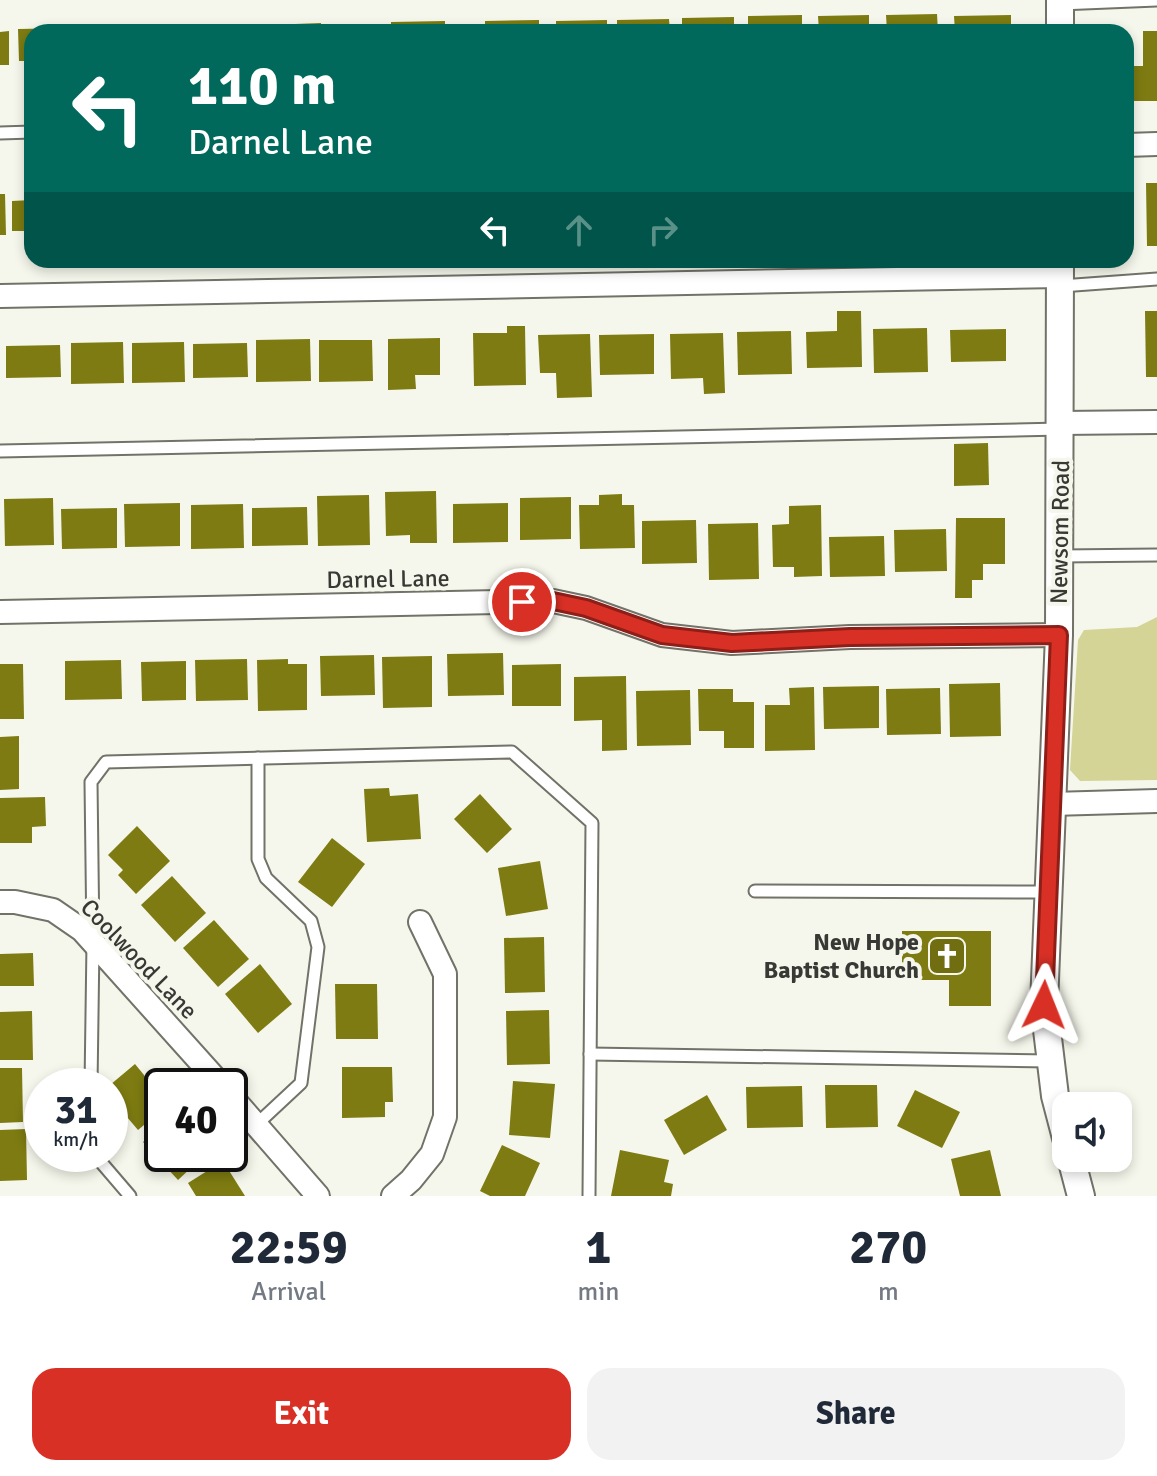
<!DOCTYPE html>
<html lang="en">
<head>
<meta charset="utf-8">
<style>
  :root { --surface:#fff; --page:#f2f2f3; --text:#1f2937; --muted:#747a83; --accent:#d93025 }
  body { margin:0; font-family:Signika,sans-serif; background:var(--page); color:var(--text); height:100vh; display:flex; flex-direction:column; font-size:30px; white-space:nowrap }
  * { box-sizing:border-box; margin:0 }
  p { font-size:26px; color:var(--muted) }
  .icon { flex:none; width:44px; height:44px; fill:none; stroke:currentColor; stroke-width:2; stroke-linecap:round; stroke-linejoin:round }
  .map { position:relative; height:1196px; overflow:hidden }
  .side { display:flex; flex-direction:column; background:var(--surface); flex:1 }
  .side>* { flex:none }
  .guide { position:absolute; left:24px; top:24px; width:1110px; height:244px; border-radius:24px; box-shadow:0 4px 12px #0003; background:#00695c; color:#fff; overflow:hidden }
  .fabs { position:absolute; left:1052px; top:1092px; display:grid; gap:16px }
  .fabs a { display:grid; place-items:center; width:80px; height:80px; border-radius:16px; background:var(--surface); box-shadow:0 4px 12px #0003; font-size:40px }
  .speed { position:absolute; left:24px; top:1068px; display:flex; gap:16px; font-size:40px; font-weight:700; text-align:center }
  .speed>* { display:grid; place-content:center; width:104px; height:104px; border-radius:50%; background:var(--surface); box-shadow:0 4px 12px #0003; line-height:1 }
  .speed small { font-size:20px; font-weight:400 }
  .speed .limit { border:4px solid #111; border-radius:12px; background:#fff; color:#111 }
  .pin { position:absolute; display:grid; place-items:center; width:68px; height:68px; color:#fff; margin:-34px; border:4px solid #fff; border-radius:50%; box-shadow:0 2px 8px #0007 }
  .me { position:absolute; width:88px; margin:-44px; rotate:2deg; stroke-linejoin:round; filter:drop-shadow(0 0 6px #0008) }
  .turn { display:flex; align-items:center; gap:28px; height:168px; padding:0 32px; font-size:36px }
  .turn .icon { width:104px; height:104px; stroke-width:2.5 }
  .turn b { display:block; font-size:56px; line-height:68px }
  .lanes { display:flex; align-items:center; height:76px; padding:0 32px; background:#0003; justify-content:center; gap:40px; direction:ltr }
  .lanes .off { opacity:.35 }
  .eta { display:flex; justify-content:space-evenly; align-items:center; height:136px; text-align:center }
  .eta b { font-size:48px; font-weight:800; line-height:56px }
  .cta { display:flex; gap:16px; margin-top:auto; padding:16px 32px }
  .cta a { flex:1; height:92px; border-radius:24px; background:var(--accent); color:#fff; font-size:32px; font-weight:800; line-height:92px; text-align:center }
  .cta a+a { background:var(--page); color:var(--text) }
  .map>svg:first-child { display:block }
  .green { fill:#d3d495 }
  .building { fill:#7d7b11 }
  .lines { fill:none; stroke-linecap:round; stroke-linejoin:round }
  .service-casing { stroke:#727269; stroke-width:15 }
  .minor-casing { stroke:#727269; stroke-width:26 }
  .tertiary-casing { stroke:#727269; stroke-width:30 }
  .service { stroke:#fff; stroke-width:11 }
  .minor { stroke:#fff; stroke-width:22 }
  .tertiary { stroke:#fff; stroke-width:26 }
  .route-casing { stroke:#8d1f18; stroke-width:20 }
  .route { stroke:#d93025; stroke-width:14 }
  .labels { text-anchor:middle; stroke-width:8; stroke-linejoin:round; paint-order:stroke }
  .street-label { font-size:24px; fill:#383934; stroke:#f6f7ec }
  .poi-label { font-size:24px; font-weight:bold; fill:#383934; stroke:#f6f7ec; text-anchor:end }
</style>
</head>
<body>
<div class="map">
<svg width="1157" height="1196" viewBox="0 0 1157 1196">
  <rect width="100%" height="100%" fill="#f6f7ec"/>
  <polygon class="green" points="1157,617 1157,780 1080,781 1070,770 1078,640 1084,630 1137,627"/>
  <g class="building">
    <polygon points="937,14 938,32 887,32 886,15"/>
    <polygon points="802,15 802,32 748,32 748,16"/>
    <polygon points="869,15 869,32 819,32 818,16"/>
    <polygon points="1011,15 1011,32 955,32 954,16"/>
    <polygon points="734,17 734,32 682,32 682,18"/>
    <polygon points="669,19 670,32 617,32 617,20"/>
    <polygon points="539,20 539,32 485,32 485,21"/>
    <polygon points="607,20 607,32 556,32 556,21"/>
    <polygon points="445,21 445,32 391,32 391,22"/>
    <polygon points="321,23 321,32 295,32 295,24"/>
    <polygon points="259,24 259,32 205,32 205,25"/>
    <polygon points="383,24 383,32 330,32 330,25"/>
    <polygon points="134,27 134,32 79,32 79,28"/>
    <polygon points="71,28 71,32 32,32 32,61 19,61 18,29"/>
    <polygon points="195,28 195,32 146,32 146,29"/>
    <polygon points="9,31 9,65 0,65 0,32"/>
    <polygon points="1143,31 1157,31 1157,101 1133,101 1132,66 1143,66"/>
    <polygon points="1146,183 1157,183 1157,246 1147,246"/>
    <polygon points="0,194 5,194 6,235 0,235"/>
    <polygon points="32,200 32,231 12,231 12,201"/>
    <polygon points="837,311 861,311 862,367 807,368 806,332 837,331"/>
    <polygon points="1145,311 1157,311 1157,377 1146,377"/>
    <polygon points="507,326 525,326 526,385 474,386 473,333 507,333"/>
    <polygon points="927,328 928,372 874,373 873,329"/>
    <polygon points="1006,329 1006,361 951,362 950,330"/>
    <polygon points="791,331 792,374 738,375 737,332"/>
    <polygon points="723,333 725,393 704,394 703,378 671,379 670,334"/>
    <polygon points="590,334 592,397 557,398 556,373 540,373 538,335"/>
    <polygon points="654,334 654,374 600,375 599,335"/>
    <polygon points="440,338 440,375 415,375 416,389 388,390 388,339"/>
    <polygon points="310,339 311,381 256,382 256,340"/>
    <polygon points="319,340 372,340 373,381 319,382"/>
    <polygon points="123,342 124,383 71,384 71,343"/>
    <polygon points="184,342 185,382 132,383 132,343"/>
    <polygon points="247,343 248,377 193,378 193,344"/>
    <polygon points="60,345 61,377 6,378 6,346"/>
    <polygon points="988,443 989,485 954,486 954,444"/>
    <polygon points="436,491 437,543 410,543 410,535 386,536 385,492"/>
    <polygon points="622,494 622,505 634,505 635,548 580,549 579,505 599,505 599,495"/>
    <polygon points="369,495 370,545 318,546 317,496"/>
    <polygon points="571,497 571,539 520,540 520,498"/>
    <polygon points="53,498 54,545 5,546 4,499"/>
    <polygon points="180,503 180,546 125,547 124,504"/>
    <polygon points="508,503 508,542 453,543 453,504"/>
    <polygon points="243,504 244,548 191,549 191,505"/>
    <polygon points="821,505 822,576 794,577 794,567 773,567 772,525 789,524 789,506"/>
    <polygon points="307,507 308,545 252,546 252,508"/>
    <polygon points="117,508 117,548 62,549 61,509"/>
    <polygon points="956,518 1005,518 1005,564 983,564 983,580 972,580 972,598 955,598"/>
    <polygon points="696,520 697,563 642,564 642,521"/>
    <polygon points="758,523 759,579 709,580 708,524"/>
    <polygon points="946,529 947,571 895,572 894,530"/>
    <polygon points="884,536 885,576 830,577 829,537"/>
    <polygon points="503,653 504,695 448,696 447,654"/>
    <polygon points="374,655 375,695 321,696 320,656"/>
    <polygon points="432,656 432,707 383,708 382,657"/>
    <polygon points="247,659 248,700 196,701 195,660"/>
    <polygon points="288,659 288,664 307,664 307,710 258,711 257,660"/>
    <polygon points="121,660 122,699 65,700 65,661"/>
    <polygon points="186,661 186,700 142,701 141,662"/>
    <polygon points="0,664 23,664 24,719 0,719"/>
    <polygon points="561,664 561,706 512,706 512,665"/>
    <polygon points="626,676 627,750 602,751 602,720 574,721 574,677"/>
    <polygon points="1000,683 1001,736 950,737 949,684"/>
    <polygon points="879,686 879,728 824,729 823,687"/>
    <polygon points="814,687 815,750 765,751 765,705 790,705 789,688"/>
    <polygon points="940,688 941,734 887,735 886,689"/>
    <polygon points="698,689 733,689 733,702 754,702 754,748 724,748 724,731 699,731"/>
    <polygon points="690,690 691,745 637,746 636,691"/>
    <polygon points="19,736 19,789 0,790 0,737"/>
    <polygon points="389,788 390,796 418,794 421,839 367,842 364,789"/>
    <polygon points="480,794 512,829 487,853 454,819"/>
    <polygon points="45,797 46,826 32,827 32,843 0,843 0,798"/>
    <polygon points="137,826 170,861 136,894 118,875 123,870 108,855"/>
    <polygon points="332,838 365,864 332,907 298,882"/>
    <polygon points="540,861 548,909 506,916 498,868"/>
    <polygon points="172,876 206,913 175,942 141,905"/>
    <polygon points="214,920 249,959 218,987 183,948"/>
    <polygon points="902,931 991,931 991,1006 949,1006 949,980 902,980"/>
    <polygon points="544,937 545,992 505,993 504,938"/>
    <polygon points="33,953 34,986 0,986 0,954"/>
    <polygon points="260,964 292,1004 258,1033 225,994"/>
    <polygon points="335,984 377,984 378,1039 336,1039"/>
    <polygon points="549,1010 550,1064 507,1065 506,1011"/>
    <polygon points="32,1011 33,1060 0,1060 0,1012"/>
    <polygon points="135,1064 162,1097 162,1110 138,1130 110,1097 110,1085"/>
    <polygon points="342,1067 392,1067 393,1102 385,1102 385,1117 342,1118"/>
    <polygon points="0,1068 22,1068 23,1122 0,1123"/>
    <polygon points="513,1081 555,1084 550,1138 509,1135"/>
    <polygon points="825,1085 877,1085 878,1127 826,1128"/>
    <polygon points="802,1086 803,1127 747,1128 746,1087"/>
    <polygon points="915,1090 960,1112 942,1148 897,1126"/>
    <polygon points="707,1095 727,1130 684,1155 664,1120"/>
    <polygon points="162,1125 162,1154 206,1154 178,1180 143,1142"/>
    <polygon points="26,1129 27,1180 0,1181 0,1130"/>
    <polygon points="502,1145 540,1163 525,1196 490,1196 480,1191"/>
    <polygon points="620,1150 669,1160 664,1182 673,1184 671,1196 611,1196"/>
    <polygon points="990,1150 1001,1196 960,1196 951,1159"/>
    <polygon points="223,1161 245,1196 196,1196 188,1183"/>
  </g>
  <g class="lines">
    <defs>
      <g id="service">
        <polyline points="1060,4 1157,0"/>
        <polyline points="0,133 32,132"/>
        <polyline points="1061,286 1157,279"/>
        <polyline points="0,451 1061,429"/>
        <polyline points="1061,556 1157,555"/>
        <polyline points="755,891 1048,892"/>
        <polyline points="590,1054 1049,1061"/>
        <polyline points="91,1086 93,943 91,782 106,762 512,752 592,823 589,1196"/>
        <polyline points="256,1125 301,1083 318,947 311,921 266,878 258,859 258,758"/>
        <polyline points="94,1154 130,1196"/>
      </g>
      <g id="minor">
        <polyline points="1126,145 1157,144"/>
        <polyline points="0,296 1060,276"/>
        <polyline points="1061,423 1157,422"/>
        <polyline points="0,612 553,601 586,608 662,635 732,643 850,637 1059,635"/>
        <polyline points="1052,804 1157,801"/>
        <polyline points="0,902 15,902 53,910 82,930 222,1086"/>
        <polyline points="230,1095 318,1196"/>
        <polyline points="393,1196 411,1180 432,1154 445,1117 445,974 420,922"/>
      </g>
      <g id="tertiary">
        <polyline points="1060,0 1060,32"/>
        <polyline points="1060,260 1059,635 1044,1005 1055,1096 1066,1138"/>
        <polyline points="1071,1158 1081,1196"/>
      </g>
    </defs>
    <use href="#service" class="service-casing"/>
    <use href="#minor" class="minor-casing"/>
    <use href="#tertiary" class="tertiary-casing"/>
    <use href="#service" class="service"/>
    <use href="#minor" class="minor"/>
    <use href="#tertiary" class="tertiary"/>
  </g>
  <g class="lines">
    <defs>
      <polyline id="route" points="522,602 553,601 586,608 662,635 732,643 850,637 1059,635 1044,1005"/>
    </defs>
    <use href="#route" class="route-casing"/>
    <use href="#route" class="route"/>
  </g>
  <defs>
    <symbol id="church-square" viewBox="-11 -11 22 22"><rect x="-9" y="-9" width="18" height="18" rx="4" fill="#706e10" stroke="#f6f7ec"/><path d="M-1.2-6h2.4v3.5h3.3v2.4h-3.3V6h-2.4V-.1h-3.3v-2.4h3.3Z" fill="#fff"/></symbol>
  </defs>
  <g fill-rule="evenodd">
    <use href="#church-square" x="925" y="934" width="44" height="44"/>
  </g>
  <g class="labels">
    <g class="street-label">
      <text transform="translate(1060 532) rotate(-89)" y="8">Newsom Road</text>
      <text transform="translate(388 579) rotate(-1)" y="8">Darnel Lane</text>
      <text transform="translate(139 959) rotate(46)" y="8">Coolwood Lane</text>
    </g>
    <g class="poi-label">
      <text x="919" y="950">New Hope<tspan x="919" dy="28">Baptist Church</tspan></text>
    </g>
  </g>
</svg>
<div class="fabs">
<a><svg class="icon" aria-label="sound" viewBox="0 0 24 24"><path d="M4 9h4l5-4v14l-5-4H4zM17 9q2 3 0 6"/></svg></a>
</div>
<div class="speed"><div>31<small>km/h</small></div><div class="limit">40</div></div>
<div class="pin" style="left:522px;top:602px;background:#d93025"><svg class="icon" aria-label="arrive" viewBox="0 0 24 24"><path d="M6 21V4h12l-3 4 3 4H6"/></svg></div>
<svg class="me" style="left:1044px;top:1005px" viewBox="-20 -20 40 40"><path d="M0-17L14 15 0 8-14 15z" fill="#d93025" stroke="#fff" stroke-width="4"/></svg>
<div class="guide">
<div class="turn"><svg class="icon" aria-label="left" viewBox="0 0 24 24"><path d="M17 20v-9H6M10 6l-5 5 5 5"/></svg><div><b>110 m</b>Darnel Lane</div></div>
<div class="lanes"><svg class="icon" aria-label="left" viewBox="0 0 24 24"><path d="M17 20v-9H6M10 6l-5 5 5 5"/></svg><svg class="icon off" aria-label="ahead" viewBox="0 0 24 24"><path d="M12 20V5M6 11l6-6 6 6"/></svg><svg class="icon off" aria-label="right" viewBox="0 0 24 24"><path d="M7 20v-9h11M14 6l5 5-5 5"/></svg></div>
</div>
</div>
<section class="side">
<div class="eta">
<div><b>22:59</b><p>Arrival</p></div>
<div><b>1</b><p>min</p></div>
<div><b>270</b><p>m</p></div>
</div>
<div class="cta"><a>Exit</a><a>Share</a></div>
</section>
</body>
</html>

EXERCISE DETAILS:
Each line of the material above that holds "linecap" counts once; give the total and nothing else.

ANSWER:
2